Whitehall, in a fit of what can only be described as desperate, gin-soaked pragmatism, has turned to the private sector's most notorious crusher of dreams. Sir Nigel Frobisher, the man who once reduced the M&S sandwich aisle to a graveyard of coronation chicken and despair, has been tasked with solving youth unemployment. Because nothing says 'fresh perspective on the labour market' like a man who pioneered the cardboard-taste-and-lukewarm-soup strategy for the over-60s.
Sir Nigel, a man whose smile is rumoured to have been surgically installed by a disgruntled tailor, will apply 'corporate rigour' to the jobless youth. Translated from boardroom jargon: he will sack them until they find jobs. His plan, leaked to this correspondent during a particularly murky encounter with a Ministry of Defence intern, involves 'streamlining the pipeline' and 'reducing friction in the talent acquisition ecosystem'. This means he will replace Jobcentres with self-service kiosks, issue CVs printed on recycled cardboard, and require all applicants to complete a mandatory 12-hour shift at a disused Percy Ingle bakery.

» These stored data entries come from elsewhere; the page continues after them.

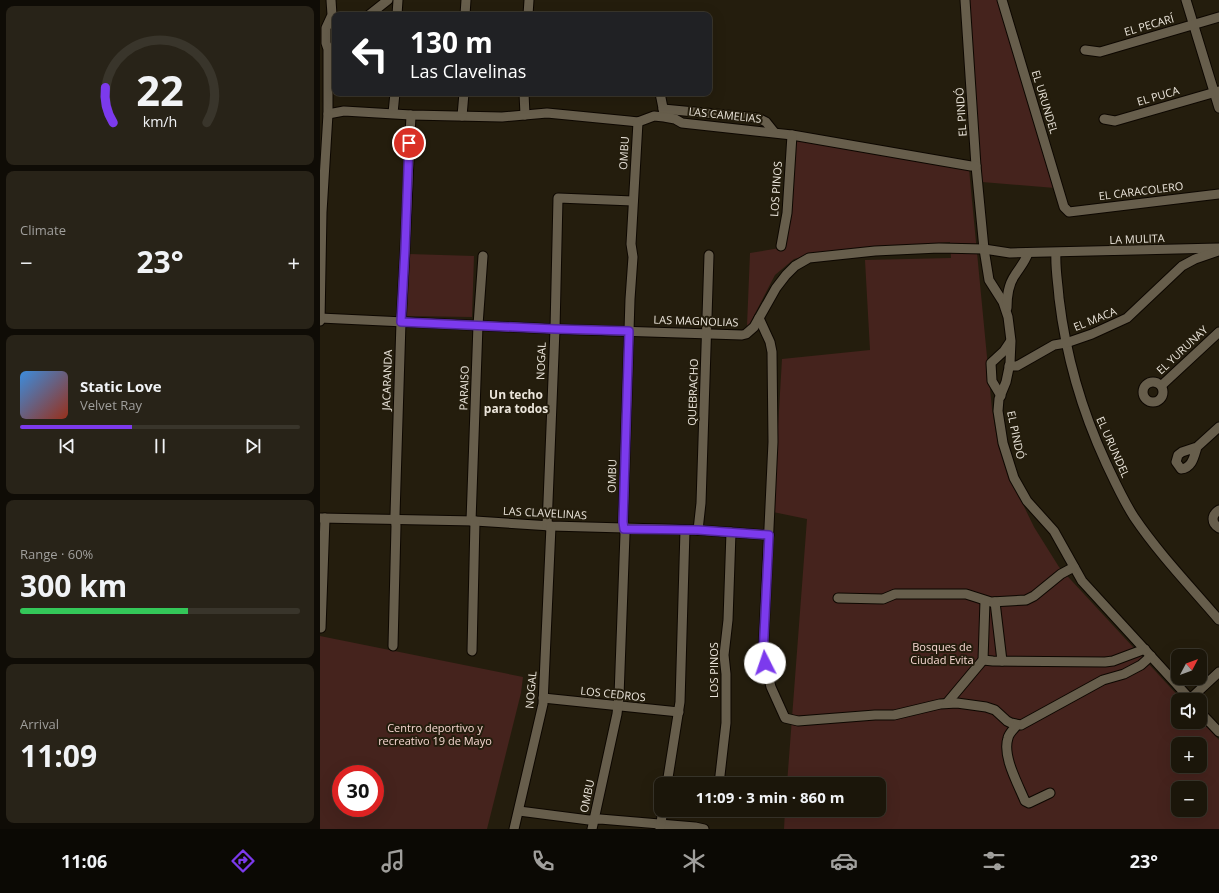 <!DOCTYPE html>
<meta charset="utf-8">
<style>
:root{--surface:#1b160a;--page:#282318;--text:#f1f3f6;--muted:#a09f9c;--line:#39352b;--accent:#7c3aed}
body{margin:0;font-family:"Open Sans",sans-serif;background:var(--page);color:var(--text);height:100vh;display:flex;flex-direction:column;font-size:15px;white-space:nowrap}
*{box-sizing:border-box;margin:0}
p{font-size:13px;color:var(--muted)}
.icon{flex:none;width:22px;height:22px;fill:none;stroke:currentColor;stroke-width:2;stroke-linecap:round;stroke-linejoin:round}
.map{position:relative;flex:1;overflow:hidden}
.panel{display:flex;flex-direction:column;gap:6px;padding:6px;background:#0f0c06;width:320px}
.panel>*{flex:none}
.top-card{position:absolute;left:12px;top:12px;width:380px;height:84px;border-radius:8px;box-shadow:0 4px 16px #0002,0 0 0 1px var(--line);background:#202124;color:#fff;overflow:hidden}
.needle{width:26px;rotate:49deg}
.buttons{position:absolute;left:851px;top:649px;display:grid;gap:8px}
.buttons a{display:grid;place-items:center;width:36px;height:36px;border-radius:8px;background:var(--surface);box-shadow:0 4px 16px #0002,0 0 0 1px var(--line);font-size:20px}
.speed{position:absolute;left:12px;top:765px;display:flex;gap:8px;font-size:20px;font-weight:700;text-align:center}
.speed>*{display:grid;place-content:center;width:52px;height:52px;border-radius:50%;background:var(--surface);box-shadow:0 4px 16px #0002,0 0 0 1px var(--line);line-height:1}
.speed .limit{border:6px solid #d22;background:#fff;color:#111}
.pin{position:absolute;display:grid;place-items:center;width:34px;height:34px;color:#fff;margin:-17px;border:2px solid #fff;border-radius:50%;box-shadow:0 1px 4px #0007}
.me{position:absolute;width:44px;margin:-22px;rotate:356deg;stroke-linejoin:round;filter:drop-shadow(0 0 3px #0008)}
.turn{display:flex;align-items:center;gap:14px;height:84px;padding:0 12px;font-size:18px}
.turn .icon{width:52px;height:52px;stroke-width:2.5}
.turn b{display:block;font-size:28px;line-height:34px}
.big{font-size:30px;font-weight:700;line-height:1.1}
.panel .tile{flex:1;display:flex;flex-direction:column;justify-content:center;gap:6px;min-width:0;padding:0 14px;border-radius:8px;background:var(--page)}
.panel .dial{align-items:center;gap:0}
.dial svg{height:104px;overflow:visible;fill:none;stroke:var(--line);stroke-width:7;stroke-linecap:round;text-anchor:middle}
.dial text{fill:var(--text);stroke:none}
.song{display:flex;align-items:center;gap:12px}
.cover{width:48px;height:48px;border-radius:6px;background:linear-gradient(135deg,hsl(210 70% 55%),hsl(10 70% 35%))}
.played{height:4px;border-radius:2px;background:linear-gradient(90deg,var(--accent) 40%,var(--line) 40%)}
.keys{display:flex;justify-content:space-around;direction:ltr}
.heat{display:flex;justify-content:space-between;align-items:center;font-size:22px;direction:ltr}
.charge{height:6px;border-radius:3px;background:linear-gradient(90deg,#34c759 60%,var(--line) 0)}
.trip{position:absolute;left:334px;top:777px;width:232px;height:40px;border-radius:8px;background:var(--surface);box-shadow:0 4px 16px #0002,0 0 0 1px var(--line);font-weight:700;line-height:40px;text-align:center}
.dock{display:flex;height:64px;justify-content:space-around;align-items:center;background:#0b0904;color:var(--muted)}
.dock .icon{width:28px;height:28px}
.dock .selected{color:var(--accent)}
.dock b{font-size:18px;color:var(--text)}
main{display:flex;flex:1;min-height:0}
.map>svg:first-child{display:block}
.green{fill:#45231d;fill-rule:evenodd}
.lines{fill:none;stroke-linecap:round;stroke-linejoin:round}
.minor-casing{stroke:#0d0700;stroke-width:11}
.minor{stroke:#675e4c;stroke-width:9}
.route-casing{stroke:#51269a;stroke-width:10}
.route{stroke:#7c3aed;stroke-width:7}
.labels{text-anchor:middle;stroke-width:4;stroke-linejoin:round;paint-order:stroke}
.street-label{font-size:11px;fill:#ebe5db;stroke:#241d0d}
.park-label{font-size:11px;fill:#f7d8d2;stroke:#241d0d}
.neighbourhood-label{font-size:12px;font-weight:bold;fill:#ebe5db;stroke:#241d0d}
</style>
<main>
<section class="panel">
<div class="tile dial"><svg viewBox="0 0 100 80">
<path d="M14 69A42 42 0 1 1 86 69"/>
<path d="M14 69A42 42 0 0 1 8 42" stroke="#7c3aed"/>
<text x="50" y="56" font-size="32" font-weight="700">22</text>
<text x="50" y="72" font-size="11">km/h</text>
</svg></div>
<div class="tile"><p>Climate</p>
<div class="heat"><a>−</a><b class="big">23°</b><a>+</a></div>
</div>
<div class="tile">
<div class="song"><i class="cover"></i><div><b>Static Love</b><p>Velvet Ray</p></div></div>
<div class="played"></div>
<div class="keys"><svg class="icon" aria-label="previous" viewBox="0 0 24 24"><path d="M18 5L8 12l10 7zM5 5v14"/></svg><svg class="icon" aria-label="pause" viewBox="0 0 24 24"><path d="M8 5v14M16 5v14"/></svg><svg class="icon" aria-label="next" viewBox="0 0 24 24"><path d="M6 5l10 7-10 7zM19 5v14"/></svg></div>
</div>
<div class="tile"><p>Range · 60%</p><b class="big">300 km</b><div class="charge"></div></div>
<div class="tile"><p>Arrival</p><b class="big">11:09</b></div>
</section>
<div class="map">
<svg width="899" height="829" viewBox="0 0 899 829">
<rect width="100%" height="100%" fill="#241d0d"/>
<g class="green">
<path d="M649,0h29l57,188 -73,-6z"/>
<path d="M479,140l170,29 23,240 6,36 16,41 20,41 25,40 123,133h-4v22h22v-2l19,20v89h-435l1,-19h94v-26h-92l20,-265 -34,-7 9,-153 88,-9 -5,-90 86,-2 -1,-16 -130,11 -26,6 -19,16 -26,50 -2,1 3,-73 36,-6 9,-106zM858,744h22v22h-22zM858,788h22v22h-22z"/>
<path d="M89,254l65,2 -2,61 -65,-1z"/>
<path d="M0,636l203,41 -2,16 -34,136h-167zM21,774h34v34h-34z"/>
</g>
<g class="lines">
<g class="minor-casing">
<g id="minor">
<path d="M645,0l11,166 8,83 5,31 14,22 5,15 3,24 -1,22 -4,19 -7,17 -1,12 5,32 11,35 13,23 27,30 28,50 109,119"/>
<path d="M682,0l62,207 5,5 150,-18"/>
<path d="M866,0l33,108"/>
<path d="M49,15l19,-15"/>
<path d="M77,15l1,-15"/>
<path d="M145,15l1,-15"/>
<path d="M208,15l1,-15"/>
<path d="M765,50l15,2 119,-35"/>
<path d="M204,93l1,22"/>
<path d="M340,93l4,20"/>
<path d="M343,109l95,9 8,4 8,10"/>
<path d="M73,113l2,-20"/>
<path d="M8,114l16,-3 67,4 91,2 45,-4 82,8 9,1 16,-6 10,1 11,2 7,4 110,12 179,31h5"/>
<path d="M142,116l2,-23"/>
<path d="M784,119l11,2 104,-30"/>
<path d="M461,246l6,-33 5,-78"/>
<path d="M736,253c-1,15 2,30 3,45 7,59 22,111 47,165 9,19 17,37 28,54 25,37 56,69 85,103"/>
<path d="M687,308c0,-12 1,-23 8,-33 5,-8 10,-13 13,-22"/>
<path d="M0,318l235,11 187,6 4,-1 8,-7 22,-39 10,-13 9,-9 14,-8 66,-7 64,-3 45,1 26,4 209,-5"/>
<path d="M439,318l11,24 2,10 1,90 -10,213 8,32 14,31 13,3 77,-6h19l46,-11 17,-1 29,4 9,3 12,11 4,2 10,2 82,-45 21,-6 17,-9 10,-9"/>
<path d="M0,321l2,-109 6,-98v-65l-2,-6v-15l6,-13 -1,-15"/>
<path d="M689,366h8l37,-21 12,-2 26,-9 35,-16 55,-52 13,-7 23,-8"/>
<circle cx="833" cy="392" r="10"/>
<path d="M842,385l57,-53"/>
<path d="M681,396l-9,-15 -1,-18 13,-12 6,-9"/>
<path d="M877,447c-3,10 -5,21 -16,22l-5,-7 2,-7 4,-3 15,-5 22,-20"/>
<path d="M899,510c-8,5 -8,13 0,18"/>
<path d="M0,518l155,3 76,5 147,4 71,5"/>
<path d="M151,521l7,-196 5,-69"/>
<path d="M227,526l8,-197 3,-131 75,3"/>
<path d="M378,530l3,-27 8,-248"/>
<path d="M518,598l45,1 12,-5h71l25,8 35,-2 8,-4 27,-22 13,-7"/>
<path d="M675,602l7,59"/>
<path d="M1,628l4,-110"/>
<path d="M73,646l3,-120 -1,-11 6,-193 4,-73 6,-134"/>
<path d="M152,651l3,-130"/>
<path d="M663,660l10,1 112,1 8,-1 32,-12"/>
<path d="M223,698l136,14"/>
<path d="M870,699l29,-27"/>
<path d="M627,703l36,-43 2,-59"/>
<path d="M880,712l19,20"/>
<path d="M697,725c-3,4 -8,8 -9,13 -6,18 10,46 17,63l4,2 21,-10"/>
<path d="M348,781l51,3"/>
<path d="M347,784l13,-82 5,-172"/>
<path d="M399,784l7,-61v-49l-2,-19 4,-35 3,-88"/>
<path d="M199,811l70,9 11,-1 95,8 9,2"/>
<path d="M194,829l29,-125 8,-178"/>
<path d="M272,829l25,-115 2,-18 6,-162 -2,-12 7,-223 3,-42 -2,-13 7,-122"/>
<path d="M340,829l3,-19"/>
</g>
</g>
<use href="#minor" class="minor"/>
</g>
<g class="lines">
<g class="route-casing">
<path id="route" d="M89,143l-4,106 -4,73 154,7 74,2 -6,191 1,7 74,1 71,5 -6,120 2,8"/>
</g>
<use href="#route" class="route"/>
</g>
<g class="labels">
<g class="street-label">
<text transform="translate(829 25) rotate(-16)" y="4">EL PECARÍ</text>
<text transform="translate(838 96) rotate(-16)" y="4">EL PUCA</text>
<text transform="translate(725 102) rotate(73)" y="4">EL URUNDEL</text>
<text transform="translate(641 112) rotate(-94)" y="4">EL PINDÓ</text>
<text transform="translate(405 115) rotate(6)" y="4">LAS CAMELIAS</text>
<text transform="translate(304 153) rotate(-87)" y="4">OMBU</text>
<text transform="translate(456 189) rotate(-86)" y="4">LOS PINOS</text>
<text transform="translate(821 191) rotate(-7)" y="4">EL CARACOLERO</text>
<text transform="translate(817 239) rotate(-2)" y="4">LA MULITA</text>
<text transform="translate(775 319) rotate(-22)" y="4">EL MACA</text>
<text transform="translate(376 321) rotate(2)" y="4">LAS MAGNOLIAS</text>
<text transform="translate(862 350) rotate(-43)" y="4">EL YURUNAY</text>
<text transform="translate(221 361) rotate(-88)" y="4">NOGAL</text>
<text transform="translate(67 380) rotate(-88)" y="4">JACARANDA</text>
<text transform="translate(144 388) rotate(-88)" y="4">PARAISO</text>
<text transform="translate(373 392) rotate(-88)" y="4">QUEBRACHO</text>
<text transform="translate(696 435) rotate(78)" y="4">EL PINDÓ</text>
<text transform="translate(793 447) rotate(66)" y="4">EL URUNDEL</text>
<text transform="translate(292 476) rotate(-88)" y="4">OMBU</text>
<text transform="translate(225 513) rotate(3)" y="4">LAS CLAVELINAS</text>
<text transform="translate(394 670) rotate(-90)" y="4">LOS PINOS</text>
<text transform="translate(211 690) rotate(-85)" y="4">NOGAL</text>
<text transform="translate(293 694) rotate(6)" y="4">LOS CEDROS</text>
<text transform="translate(267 796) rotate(-78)" y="4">OMBU</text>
</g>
<g class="park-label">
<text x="622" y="651">Bosques de<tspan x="622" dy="13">Ciudad Evita</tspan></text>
<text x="115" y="732">Centro deportivo y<tspan x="115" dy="13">recreativo 19 de Mayo</tspan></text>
</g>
<g class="neighbourhood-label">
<text x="196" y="399">Un techo<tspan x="196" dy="14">para todos</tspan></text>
</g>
</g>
</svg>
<div class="buttons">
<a><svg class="needle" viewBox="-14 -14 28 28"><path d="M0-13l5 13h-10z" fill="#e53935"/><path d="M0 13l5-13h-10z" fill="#a09f9c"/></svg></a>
<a><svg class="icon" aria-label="sound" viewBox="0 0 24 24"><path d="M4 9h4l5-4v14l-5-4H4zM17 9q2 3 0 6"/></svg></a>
<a>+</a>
<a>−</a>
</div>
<div class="speed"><div class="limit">30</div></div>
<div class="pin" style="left:89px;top:143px;background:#d93025"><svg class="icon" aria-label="arrive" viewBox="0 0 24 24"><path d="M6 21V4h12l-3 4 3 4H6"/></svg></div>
<svg class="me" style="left:445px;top:663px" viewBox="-20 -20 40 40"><circle r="19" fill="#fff"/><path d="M0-13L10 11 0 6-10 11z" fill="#7c3aed"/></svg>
<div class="trip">11:09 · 3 min · 860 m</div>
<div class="top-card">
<div class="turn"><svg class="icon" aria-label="left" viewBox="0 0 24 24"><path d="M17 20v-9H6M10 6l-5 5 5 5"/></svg><div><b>130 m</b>Las Clavelinas</div></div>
</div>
</div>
</main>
<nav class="dock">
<b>11:06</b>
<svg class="icon selected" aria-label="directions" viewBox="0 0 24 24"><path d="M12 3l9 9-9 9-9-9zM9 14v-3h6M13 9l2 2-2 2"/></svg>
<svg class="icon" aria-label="music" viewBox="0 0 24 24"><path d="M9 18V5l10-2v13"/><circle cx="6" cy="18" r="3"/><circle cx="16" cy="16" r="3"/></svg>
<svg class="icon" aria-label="phone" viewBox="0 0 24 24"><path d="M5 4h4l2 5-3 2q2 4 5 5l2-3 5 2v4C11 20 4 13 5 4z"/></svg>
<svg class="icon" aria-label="climate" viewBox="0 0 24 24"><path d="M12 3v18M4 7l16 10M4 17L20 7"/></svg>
<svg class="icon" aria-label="car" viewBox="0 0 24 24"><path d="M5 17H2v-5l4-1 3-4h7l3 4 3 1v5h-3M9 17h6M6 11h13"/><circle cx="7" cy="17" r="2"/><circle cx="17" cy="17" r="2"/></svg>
<svg class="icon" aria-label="filters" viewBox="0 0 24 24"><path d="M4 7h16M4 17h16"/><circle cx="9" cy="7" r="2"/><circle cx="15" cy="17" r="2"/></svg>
<b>23°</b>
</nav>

Critics have called the appointment 'a grotesque pantomime of accountability'. The Minister for Youth Affairs, a man who once lost his wallet in a Greggs, defended the move: 'Sir Nigel understands value. He knows how to squeeze a penny until it screams. If anyone can make the youth realise that unemployment is simply a branding problem, it's him.'
In related news, Sir Nigel has already proposed a 'Youth Crunch' initiative, designed in partnership with the aforementioned bakery chain. Young people will be offered 'resilience training', which involves being locked in a room with a broken fax machine and a recording of James Corden's laugh. Those who survive will be awarded a 'Certificate of Employability', framed in the same pattern as the Sir Nigel's favourite lounge suit.
But let us not be too hasty to judge. After all, what could possibly go wrong? The same man who once rebranded the M&S loyalty card as 'Sparks of Joy' and then replaced it with a paperclip now holds the key to our nation's youth. The future is a polyester suit tie-dyed in the blood of the young. In other news, gin sales have spiked inexplicably.
I will drink to that. But I will use my own glass, lest Sir Nigel has fitted it with a cost-saving spout.